Hemant Rustagi, CEO, Wiseinvest Advisors
Being an efficient and tax-effective product, mutual funds have expanded the investment universe for retail investors having different risk profiles and time horizons.
In addition, investors are also benefiting from the flexible and simple options available to them. It is, however, imperative that proper care is taken at the time of investing.
If one follows certain basic principles of mutual fund investing, the chances of success improve considerably. Besides, having the right allocation in equity and debt funds helps in achieving different investment objectives over varying time periods.
It is heartening to see a marked improvement in the quality of the decision-making process, thanks to the initiatives taken by the mutual fund industry and the emergence of a new breed of quality advisors.
The number of investors participating actively in decision making has been increasing steadily.

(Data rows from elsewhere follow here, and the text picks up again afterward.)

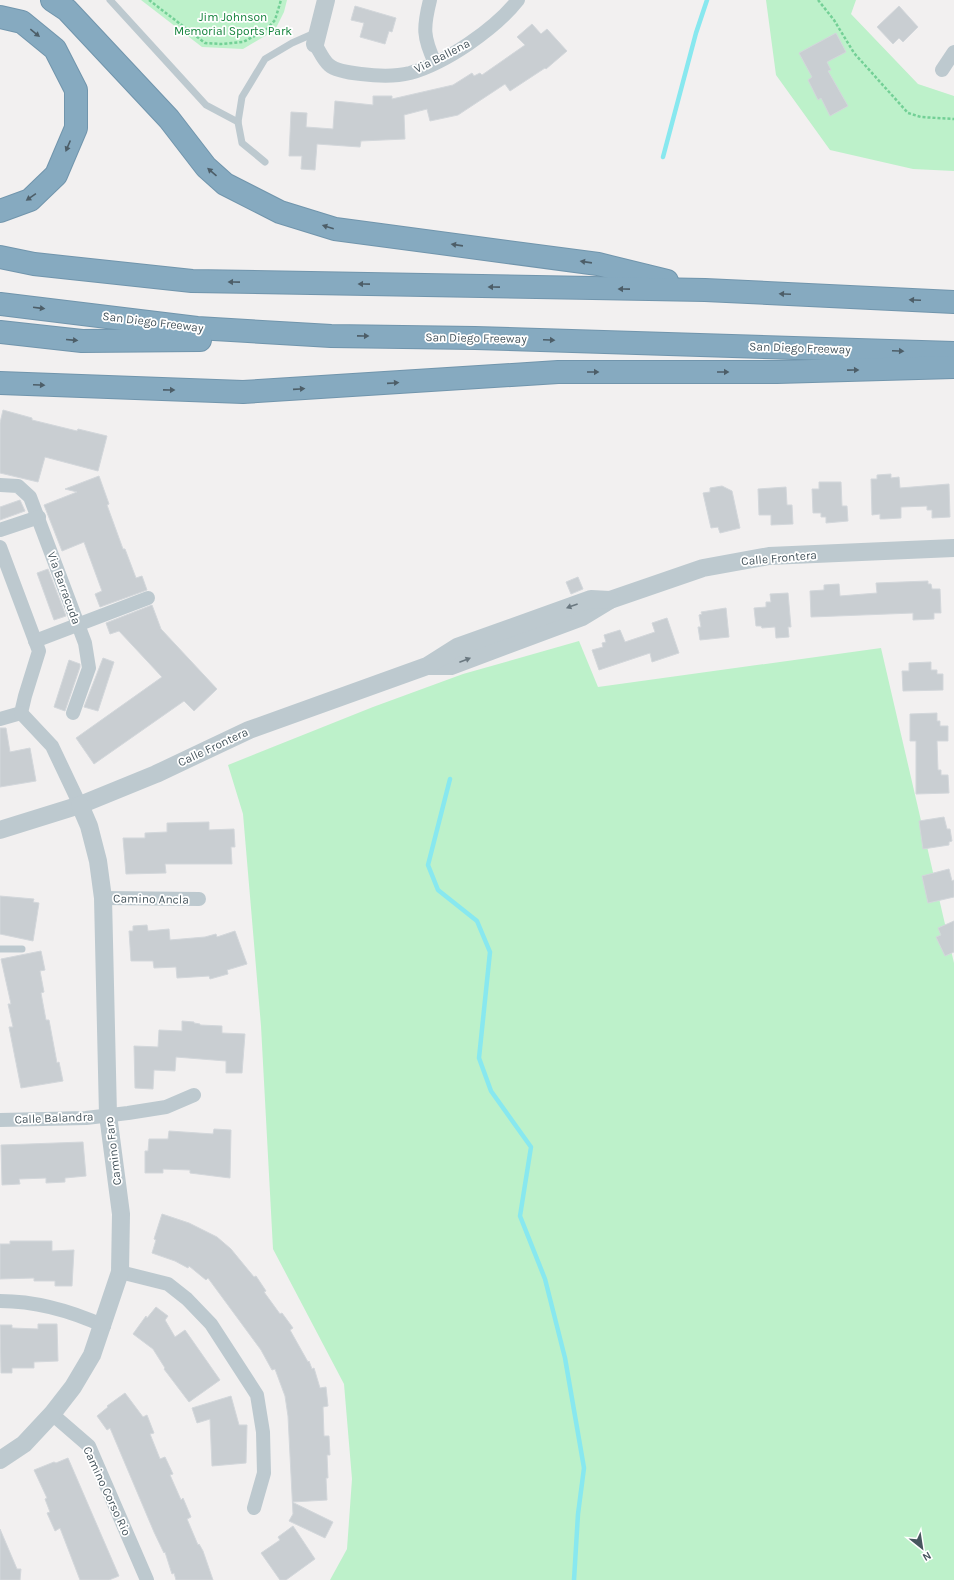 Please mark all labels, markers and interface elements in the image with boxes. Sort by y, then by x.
park label: Jim Johnson Memorial Sports Park [174,10,292,38]
one-way arrow [29,28,40,37]
street label: Via Ballena [412,36,472,76]
one-way arrow [65,141,71,153]
one-way arrow [207,168,216,177]
one-way arrow [26,193,36,201]
one-way arrow [322,224,334,230]
one-way arrow [451,242,463,248]
one-way arrow [580,259,592,265]
one-way arrow [227,279,240,285]
one-way arrow [357,281,370,287]
one-way arrow [487,284,500,290]
one-way arrow [617,286,630,292]
one-way arrow [778,291,791,297]
one-way arrow [908,297,921,303]
one-way arrow [33,305,45,312]
street label: San Diego Freeway [102,309,205,335]
street label: San Diego Freeway [425,330,527,346]
one-way arrow [357,333,370,339]
one-way arrow [66,337,78,344]
one-way arrow [543,337,556,343]
street label: San Diego Freeway [749,339,851,357]
one-way arrow [892,348,904,355]
one-way arrow [847,367,860,373]
one-way arrow [587,369,600,375]
one-way arrow [717,369,730,375]
one-way arrow [387,379,399,386]
one-way arrow [33,382,46,388]
one-way arrow [293,385,305,392]
one-way arrow [163,387,175,394]
street label: Calle Frontera [741,548,817,568]
street label: Via Barracuda [44,550,84,626]
one-way arrow [566,603,578,609]
one-way arrow [460,657,472,663]
street label: Calle Frontera [176,725,250,769]
street label: Camino Ancla [113,891,189,907]
street label: Calle Balandra [14,1110,94,1126]
street label: Camino Faro [102,1116,124,1186]
street label: Camino Corso Rio [80,1444,134,1538]
north arrow [902,1528,942,1568]
text: N [920,1549,933,1564]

Of course, one still comes across instances where wrong choices cause disappointments in the form of failed investment objectives.
Over the years, the principles and techniques of investing in mutual funds have undergone a sea change. One of the key decisions that investors are required to make is to select the right option in a scheme.
In fact, it is as important as selecting the right fund. Mutual funds usually offer three options to investors, including growth, dividend payout and dividend reinvestment.
Knowing each option and choosing the one that suits you best is important.
First let us understand the "growth option". Here, a fund does not declare dividend and the net asset value (NAV) is allowed to grow. However, the NAV may fluctuate depending on how the markets behave from time to time.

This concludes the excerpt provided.